TL;DR

I’ve merged fifty cleanup, fix, and audit PRs against tabiji.ai in the last five weeks — every one of them undoing AI-generated content that already shipped to production. Fake restaurants in the wrong city. Forty-nine fake subreddits with plausible names. 4,270 null-island GeoCoordinates in our JSON-LD. 5,096 fabricated Reddit-quote stubs. 2,166 instances of the same casing typo because the data lived in five places. None of these are weird edge cases — they’re what happens every time you ask AI to scale something. The model takes the cheapest path that satisfies the prompt, and at scale, “cheapest” means generic, plausible-sounding, and almost-but-not-quite right. This is reward hacking with a smile. Below: the failure modes I can name, the railguards that worked, the prompt pattern I now run on every batch, and why even after that, errors still ship.

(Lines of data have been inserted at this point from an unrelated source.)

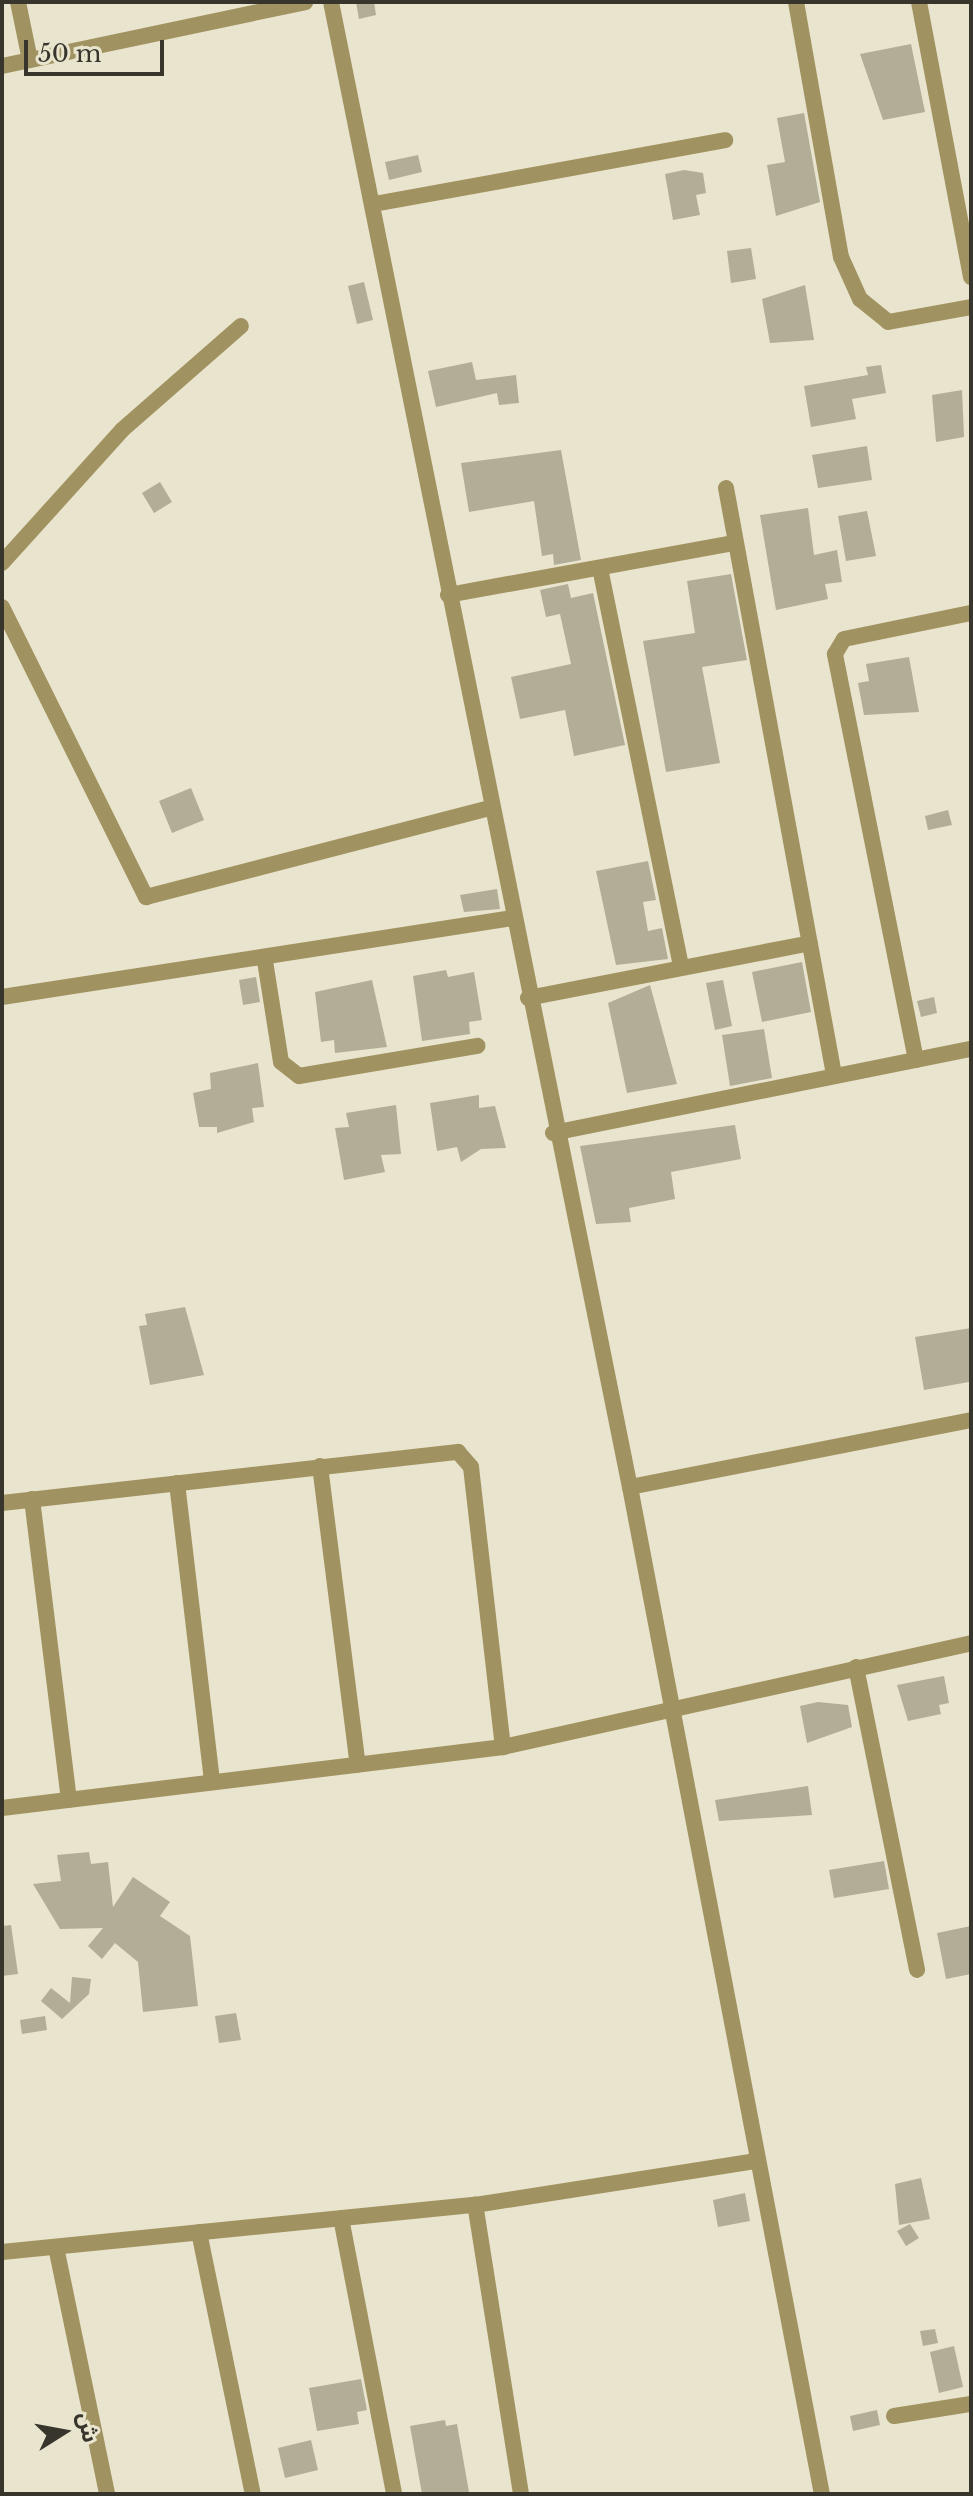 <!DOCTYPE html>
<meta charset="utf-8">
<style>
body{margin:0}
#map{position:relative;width:973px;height:2496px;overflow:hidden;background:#e9e4cd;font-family:"Libre Baskerville","Noto Sans Arabic",serif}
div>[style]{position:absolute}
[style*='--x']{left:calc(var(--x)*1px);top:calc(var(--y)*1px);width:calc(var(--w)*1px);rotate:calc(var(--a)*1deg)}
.building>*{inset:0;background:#b2ad97}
.minor>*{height:16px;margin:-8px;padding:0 8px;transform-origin:8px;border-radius:8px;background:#a19361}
span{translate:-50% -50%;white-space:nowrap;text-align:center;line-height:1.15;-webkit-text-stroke:8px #e9e4cd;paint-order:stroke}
.frame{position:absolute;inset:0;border:4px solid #37352c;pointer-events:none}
.north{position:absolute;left:24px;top:2392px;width:80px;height:80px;-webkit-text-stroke:6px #e9e4cd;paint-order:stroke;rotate:79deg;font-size:22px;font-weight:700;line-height:32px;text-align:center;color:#37352c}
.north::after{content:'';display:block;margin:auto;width:28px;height:36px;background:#37352c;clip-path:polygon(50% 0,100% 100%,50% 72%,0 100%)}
.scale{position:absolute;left:24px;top:40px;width:140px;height:36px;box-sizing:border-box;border:4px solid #37352c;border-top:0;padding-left:10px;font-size:24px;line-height:28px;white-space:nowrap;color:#37352c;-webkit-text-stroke:6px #e9e4cd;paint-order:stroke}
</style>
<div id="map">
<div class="building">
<div style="clip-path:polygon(356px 2px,374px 2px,376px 15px,359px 19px)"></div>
<div style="clip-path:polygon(911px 44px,925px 112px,883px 120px,860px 54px)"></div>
<div style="clip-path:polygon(804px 113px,820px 202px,776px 216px,767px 165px,785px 162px,777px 118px)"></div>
<div style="clip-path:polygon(418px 155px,422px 172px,389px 180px,385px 162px)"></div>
<div style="clip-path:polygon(684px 170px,703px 173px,706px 193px,696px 195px,700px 215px,673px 220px,665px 174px)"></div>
<div style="clip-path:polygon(751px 248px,756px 279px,731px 283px,727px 251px)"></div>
<div style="clip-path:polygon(364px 282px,373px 320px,357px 324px,348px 286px)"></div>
<div style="clip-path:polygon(805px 285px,814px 340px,770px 343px,762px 299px)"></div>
<div style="clip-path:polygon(472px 362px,476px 380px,516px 375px,519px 403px,499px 405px,497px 393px,436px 407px,428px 371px)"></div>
<div style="clip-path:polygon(881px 365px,886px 393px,852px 399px,856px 419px,811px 427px,804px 386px,868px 375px,866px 367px)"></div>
<div style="clip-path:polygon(962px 390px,964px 437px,936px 442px,932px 395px)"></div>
<div style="clip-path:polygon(867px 446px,872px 480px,818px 488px,812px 455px)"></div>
<div style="clip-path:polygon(561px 450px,581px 560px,554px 565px,553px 554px,542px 556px,534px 501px,469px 512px,461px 463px)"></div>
<div style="clip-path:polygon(160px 482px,172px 502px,154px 513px,142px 493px)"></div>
<div style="clip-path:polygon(808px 508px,814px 555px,837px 550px,842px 582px,825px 584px,828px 599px,776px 610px,760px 515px)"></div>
<div style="clip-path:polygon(867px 511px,876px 556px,846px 561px,838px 516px)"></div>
<div style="clip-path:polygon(731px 574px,747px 660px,702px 667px,720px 763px,666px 772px,643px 641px,695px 633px,687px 581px)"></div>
<div style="clip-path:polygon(568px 584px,571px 598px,593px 593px,625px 745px,574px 756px,565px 710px,520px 719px,511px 677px,571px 664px,560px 614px,546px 617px,540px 590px)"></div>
<div style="clip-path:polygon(909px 657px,919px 712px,864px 715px,858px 683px,869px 681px,866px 664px)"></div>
<div style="clip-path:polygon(191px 788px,204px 820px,172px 833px,159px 801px)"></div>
<div style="clip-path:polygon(948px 810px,952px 825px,928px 830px,925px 816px)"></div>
<div style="clip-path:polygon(648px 861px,656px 900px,643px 902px,648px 931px,662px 928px,668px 959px,616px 965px,596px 871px)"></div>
<div style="clip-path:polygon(497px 889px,500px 909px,464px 912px,460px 895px)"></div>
<div style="clip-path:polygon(802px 962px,811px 1012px,762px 1022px,752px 972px)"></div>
<div style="clip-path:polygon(446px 970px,448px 977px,474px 972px,482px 1020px,469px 1022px,470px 1034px,422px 1041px,413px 976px)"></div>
<div style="clip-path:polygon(256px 977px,260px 1002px,243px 1005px,239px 980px)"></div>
<div style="clip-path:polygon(372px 980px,387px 1047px,335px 1053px,334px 1040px,321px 1042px,315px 992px)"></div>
<div style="clip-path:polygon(723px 980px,732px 1026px,715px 1030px,706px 983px)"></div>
<div style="clip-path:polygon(650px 985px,677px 1084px,627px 1093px,608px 1003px)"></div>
<div style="clip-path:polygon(934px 997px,937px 1013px,921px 1017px,917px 1001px)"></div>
<div style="clip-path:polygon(764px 1029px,772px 1078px,730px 1086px,722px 1035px)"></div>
<div style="clip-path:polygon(258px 1063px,264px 1107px,252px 1108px,254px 1122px,217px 1133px,217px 1127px,199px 1127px,193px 1093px,211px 1089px,210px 1073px)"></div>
<div style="clip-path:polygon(479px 1095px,479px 1108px,495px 1106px,506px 1148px,481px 1149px,461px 1162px,457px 1147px,437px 1151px,430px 1103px)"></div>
<div style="clip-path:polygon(396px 1105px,401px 1154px,381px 1155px,385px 1172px,344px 1180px,335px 1128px,349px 1127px,346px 1113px)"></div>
<div style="clip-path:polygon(735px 1125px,741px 1159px,671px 1172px,675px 1199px,629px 1208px,631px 1222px,596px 1224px,580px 1146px)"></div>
<div style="clip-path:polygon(185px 1307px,204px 1375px,150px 1385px,139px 1326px,147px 1325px,145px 1314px)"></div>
<div style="clip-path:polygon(971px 1328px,969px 1382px,924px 1390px,915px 1337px)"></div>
<div style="clip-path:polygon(944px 1676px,949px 1703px,939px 1705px,941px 1714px,908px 1721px,897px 1685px)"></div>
<div style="clip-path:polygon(818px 1702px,848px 1705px,852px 1727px,807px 1743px,800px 1706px)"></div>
<div style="clip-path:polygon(808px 1786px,812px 1815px,719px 1821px,715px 1800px)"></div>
<div style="clip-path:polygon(89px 1852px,91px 1864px,108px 1862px,113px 1907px,133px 1877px,170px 1902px,160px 1916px,190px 1936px,198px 2006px,143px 2012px,138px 1962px,115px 1943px,102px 1959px,88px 1946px,103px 1928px,60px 1929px,33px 1884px,61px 1881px,57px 1855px)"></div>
<div style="clip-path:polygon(884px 1861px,889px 1889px,834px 1898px,829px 1870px)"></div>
<div style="clip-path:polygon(11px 1925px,18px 1974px,2px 1976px,2px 1926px)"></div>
<div style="clip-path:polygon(971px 1926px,971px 1974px,946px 1979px,937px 1933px)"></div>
<div style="clip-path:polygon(72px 1977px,91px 1979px,89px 1994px,62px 2019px,41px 2001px,51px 1988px,70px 2003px)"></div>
<div style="clip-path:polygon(236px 2013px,241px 2040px,219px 2043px,215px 2016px)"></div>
<div style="clip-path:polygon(45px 2016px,47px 2030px,22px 2034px,20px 2020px)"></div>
<div style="clip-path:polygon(921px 2178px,930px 2219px,899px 2225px,895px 2184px)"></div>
<div style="clip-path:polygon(745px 2193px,750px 2221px,718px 2227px,713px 2200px)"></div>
<div style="clip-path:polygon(910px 2224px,919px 2238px,906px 2246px,897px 2231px)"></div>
<div style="clip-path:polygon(935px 2329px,938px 2343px,923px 2346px,920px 2331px)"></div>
<div style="clip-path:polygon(954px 2346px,963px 2387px,939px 2393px,930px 2352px)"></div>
<div style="clip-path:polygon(361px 2379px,367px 2410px,357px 2412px,359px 2424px,317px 2431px,309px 2388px)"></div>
<div style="clip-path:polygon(877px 2410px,880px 2425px,853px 2431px,850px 2416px)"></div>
<div style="clip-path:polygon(445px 2420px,446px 2426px,457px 2424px,469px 2492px,422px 2494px,410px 2426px)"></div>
<div style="clip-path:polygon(311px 2440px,318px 2470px,285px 2478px,278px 2448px)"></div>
</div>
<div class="minor">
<div style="--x:18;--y:2;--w:59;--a:78.3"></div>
<div style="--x:331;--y:2;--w:1515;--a:78.62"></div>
<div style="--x:630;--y:1487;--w:1025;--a:79.21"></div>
<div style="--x:796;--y:2;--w:259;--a:80"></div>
<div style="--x:841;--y:257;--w:46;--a:65.7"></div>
<div style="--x:860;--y:299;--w:36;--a:39"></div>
<div style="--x:888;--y:322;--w:84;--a:-10.2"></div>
<div style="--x:919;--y:2;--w:280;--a:79.3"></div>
<div style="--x:2;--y:66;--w:310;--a:-11.9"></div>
<div style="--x:374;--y:204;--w:357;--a:-10.3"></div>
<div style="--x:726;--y:488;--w:597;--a:79.57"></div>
<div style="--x:2;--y:563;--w:179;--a:-47.9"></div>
<div style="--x:122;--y:430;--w:158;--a:-41.2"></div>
<div style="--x:600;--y:568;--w:407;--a:78.5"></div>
<div style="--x:448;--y:595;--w:291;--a:-10.3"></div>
<div style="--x:2;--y:607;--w:324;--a:63.6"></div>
<div style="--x:146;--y:897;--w:356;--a:-14.5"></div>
<div style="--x:265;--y:961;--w:102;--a:81"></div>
<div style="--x:281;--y:1062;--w:23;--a:38"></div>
<div style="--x:299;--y:1076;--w:181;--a:-9.6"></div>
<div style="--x:2;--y:997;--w:517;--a:-8.79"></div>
<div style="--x:528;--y:998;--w:287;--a:-11"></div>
<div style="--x:916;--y:1060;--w:414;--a:-101.3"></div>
<div style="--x:835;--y:654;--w:17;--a:-59"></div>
<div style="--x:844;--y:639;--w:130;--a:-11.6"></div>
<div style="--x:553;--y:1133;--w:426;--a:-11.4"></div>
<div style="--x:320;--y:1466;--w:301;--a:82.8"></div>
<div style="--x:177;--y:1483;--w:301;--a:83.3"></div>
<div style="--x:630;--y:1487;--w:348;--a:-11.1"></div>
<div style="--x:32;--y:1499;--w:303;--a:83"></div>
<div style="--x:2;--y:1503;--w:459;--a:-6.4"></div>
<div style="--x:458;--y:1452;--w:20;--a:49"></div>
<div style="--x:471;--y:1467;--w:282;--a:83.5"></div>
<div style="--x:856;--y:1667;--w:309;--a:78.6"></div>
<div style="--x:2;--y:1808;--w:505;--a:-6.94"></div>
<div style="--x:503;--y:1747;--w:479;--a:-12.5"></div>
<div style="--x:341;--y:2218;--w:281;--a:79.1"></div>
<div style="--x:199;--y:2232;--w:268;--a:78.4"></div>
<div style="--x:56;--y:2247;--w:252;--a:78.3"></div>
<div style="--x:2;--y:2252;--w:475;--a:-5.7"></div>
<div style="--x:894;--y:2416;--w:78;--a:-8.9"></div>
<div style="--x:521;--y:2494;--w:293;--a:-99"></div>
<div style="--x:475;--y:2205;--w:285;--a:-8.9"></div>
</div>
<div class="frame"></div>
<div class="north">ش</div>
<div class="scale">50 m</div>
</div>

The cleanup that wouldn’t end

I scrolled to a Heidelberg restaurant page on tabiji last week and saw an entry for “Essighaus (Plöck 97).” It’s a real-sounding restaurant. The address looks plausible — Plöck is a real Heidelberg street. The only problem: Essighaus is in Bremen, six hundred kilometers away. AI placed it in Heidelberg because the prompt asked for Heidelberg restaurants, and the model needed to fill the list. So it filled the list.

That’s one find. The retrospective covers fifty.

Over the last five weeks I’ve merged fifty cleanup, fix, and audit pull requests against tabiji’s codebase — every one of them undoing or correcting AI-generated content that already passed our checks and went live. Hallucinated citations. Template scaffolding indexed by Google. Casing errors that wouldn’t die because the same data lived in five places. JSON-LD with {latitude: 0.0, longitude: 0.0} shipped to 428 leaf pages.

The pattern across all of them is the same. AI is lazy at scale, and laziness compounds.

What “lazy” looks like, with receipts

The cleanup PRs sort into a handful of repeating failure modes:

Hallucinated entities that pass the smell test. Forty-nine fake subreddits with plausible names — r/FoodNYC, r/FoodLosAngeles, r/FoodPDX — embedded as community sources across 140 files. None exist. Six of ten Beijing hot-pot recommendations on one page were invented venues sitting next to one real brand mis-categorized as hot pot. Five thousand and ninety-six fabricated “Reddit quote” blocks attributed to “— Local food community · 2024,” including a bangkok-rooftop-bars page where 32 different quotes used the same template string: “This place is legit. Great X and good vibes.”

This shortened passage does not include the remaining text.